The movement, as you might have feared, already has its martyrs but it's hard to see how it can finally be suppressed since it consists of very small and entirely autonomous groups which make no attempts to communicate with or even to identify each other. Soloing is sometimes practised though it's clearly more dangerous. Normally the ecosaboteur will operate only with a few very close friends of many years' standing. A full 60 pages deals with security considerations. Throughout, a rigorously ethical stance is maintained. Never deliberately endanger human life, including your own. So, for instance, work on vehicles must always ignore the braking and lighting systems. The movement declares itself non-revolutionary. It cares only about the protection of nature.

The first response of a British reader might be of awe at the courage of the monkeywrencher who risks liberty and in some situations perhaps even his life. The second might be of amazement at the lengths and the expense he goes to in equipping himself, often seeming to violate his own cardinal principles of simplicity and security. But the third may be the dismayed impression that it's all a bit over the top. In that case he should immediately read the first two chapters again and suggest other options. Over here our extremists seem to be concentrated in animal liberation and hunt saboteur groups, all very British. And they're not even all non-violent. But in an undedicated and sporadic manner monkeywrenching has been going on here for a long time perhaps, as the publisher's imprint suggests, we invented it? and if we think hard enough many of us must admit to having succumbed to impulse or to passion on the odd occasion. It would be foolish to do so ever again without, as a matter of prudence, reading this book first.

If the American ecoteur were to land on these shores, what would he make of the scene here? Every thing's kinda different. He'd see that a lot of energy is absorbed by access problems rather than by conservation issues and he'd notice that some of those wanting access aren't going to be a help to conservation. His interest would be excited by talk of the Northern corries and the Flow Country and he'd tell us exactly what to do. But I think he'd make suggestions for our rural and urban areas too. If developers willingly pay the derisory fines for ignoring Tree Preservation Orders, why don't we nail all protected trees? Is it even an offence? However, these lines of thought are premature in this review.

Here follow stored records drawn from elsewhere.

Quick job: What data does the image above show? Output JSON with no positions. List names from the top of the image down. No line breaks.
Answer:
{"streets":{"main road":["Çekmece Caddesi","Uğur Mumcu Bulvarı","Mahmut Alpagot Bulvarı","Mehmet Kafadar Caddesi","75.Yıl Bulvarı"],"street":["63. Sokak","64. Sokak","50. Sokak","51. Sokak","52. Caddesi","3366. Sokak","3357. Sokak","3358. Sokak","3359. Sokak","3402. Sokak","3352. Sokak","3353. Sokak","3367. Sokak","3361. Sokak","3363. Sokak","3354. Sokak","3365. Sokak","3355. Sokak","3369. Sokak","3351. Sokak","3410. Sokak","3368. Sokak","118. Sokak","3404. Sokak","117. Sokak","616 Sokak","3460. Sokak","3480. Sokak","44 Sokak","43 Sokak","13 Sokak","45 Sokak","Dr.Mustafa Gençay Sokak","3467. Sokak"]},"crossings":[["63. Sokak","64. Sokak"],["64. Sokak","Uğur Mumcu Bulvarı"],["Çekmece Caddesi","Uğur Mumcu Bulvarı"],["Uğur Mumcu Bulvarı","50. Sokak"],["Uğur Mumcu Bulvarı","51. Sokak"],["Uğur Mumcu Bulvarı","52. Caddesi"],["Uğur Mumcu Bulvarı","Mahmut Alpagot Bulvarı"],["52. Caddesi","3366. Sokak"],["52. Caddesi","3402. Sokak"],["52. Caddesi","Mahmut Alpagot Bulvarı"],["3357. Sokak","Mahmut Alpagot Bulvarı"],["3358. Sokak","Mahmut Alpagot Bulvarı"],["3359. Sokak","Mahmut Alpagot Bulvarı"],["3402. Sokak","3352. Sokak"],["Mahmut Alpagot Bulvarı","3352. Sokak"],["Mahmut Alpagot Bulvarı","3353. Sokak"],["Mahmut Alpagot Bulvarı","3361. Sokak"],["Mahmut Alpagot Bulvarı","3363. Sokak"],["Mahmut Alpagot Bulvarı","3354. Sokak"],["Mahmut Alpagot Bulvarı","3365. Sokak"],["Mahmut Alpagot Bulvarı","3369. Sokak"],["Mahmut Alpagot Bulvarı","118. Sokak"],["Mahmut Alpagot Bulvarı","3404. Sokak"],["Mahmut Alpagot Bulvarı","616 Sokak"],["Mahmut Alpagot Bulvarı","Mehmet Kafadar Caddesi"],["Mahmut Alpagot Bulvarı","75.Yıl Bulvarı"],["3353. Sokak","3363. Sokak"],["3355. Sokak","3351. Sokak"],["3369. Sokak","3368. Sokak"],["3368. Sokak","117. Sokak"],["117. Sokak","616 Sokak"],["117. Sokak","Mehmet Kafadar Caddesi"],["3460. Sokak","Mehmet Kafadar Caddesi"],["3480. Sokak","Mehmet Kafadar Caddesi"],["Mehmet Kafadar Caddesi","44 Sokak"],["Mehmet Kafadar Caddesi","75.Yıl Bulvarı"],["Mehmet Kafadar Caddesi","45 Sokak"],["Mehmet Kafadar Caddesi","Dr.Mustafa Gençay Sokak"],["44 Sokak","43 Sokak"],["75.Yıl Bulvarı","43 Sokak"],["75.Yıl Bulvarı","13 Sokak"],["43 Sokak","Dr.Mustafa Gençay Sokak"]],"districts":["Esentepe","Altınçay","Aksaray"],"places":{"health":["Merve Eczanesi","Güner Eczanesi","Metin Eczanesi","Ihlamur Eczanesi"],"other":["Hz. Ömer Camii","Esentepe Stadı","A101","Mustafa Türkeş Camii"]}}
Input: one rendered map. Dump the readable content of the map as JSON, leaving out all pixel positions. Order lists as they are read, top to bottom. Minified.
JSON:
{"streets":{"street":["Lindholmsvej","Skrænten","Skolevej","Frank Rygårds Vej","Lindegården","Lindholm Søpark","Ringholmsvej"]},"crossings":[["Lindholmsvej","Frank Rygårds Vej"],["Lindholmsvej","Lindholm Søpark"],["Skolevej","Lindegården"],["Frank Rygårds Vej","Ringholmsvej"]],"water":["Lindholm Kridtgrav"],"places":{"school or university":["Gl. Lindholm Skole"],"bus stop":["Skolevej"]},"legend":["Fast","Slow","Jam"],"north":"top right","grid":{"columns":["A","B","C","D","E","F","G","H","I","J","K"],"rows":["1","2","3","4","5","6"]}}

What is needed is a full-scale debate. Is it true that widespread monkeywrenching is the only certain way to protect wild country?
One small difficulty. Ned Ludd Books has no British distributor. It is possible to buy Ecodefense here but you'll certainly have to search around and it may cost you about 10 pounds. Simpler and cheaper, if you have a friend visiting America this year, to ask him to bring one back. One way or another you're going to hear more about the subject. The Ecowarrior may be coming this way soon.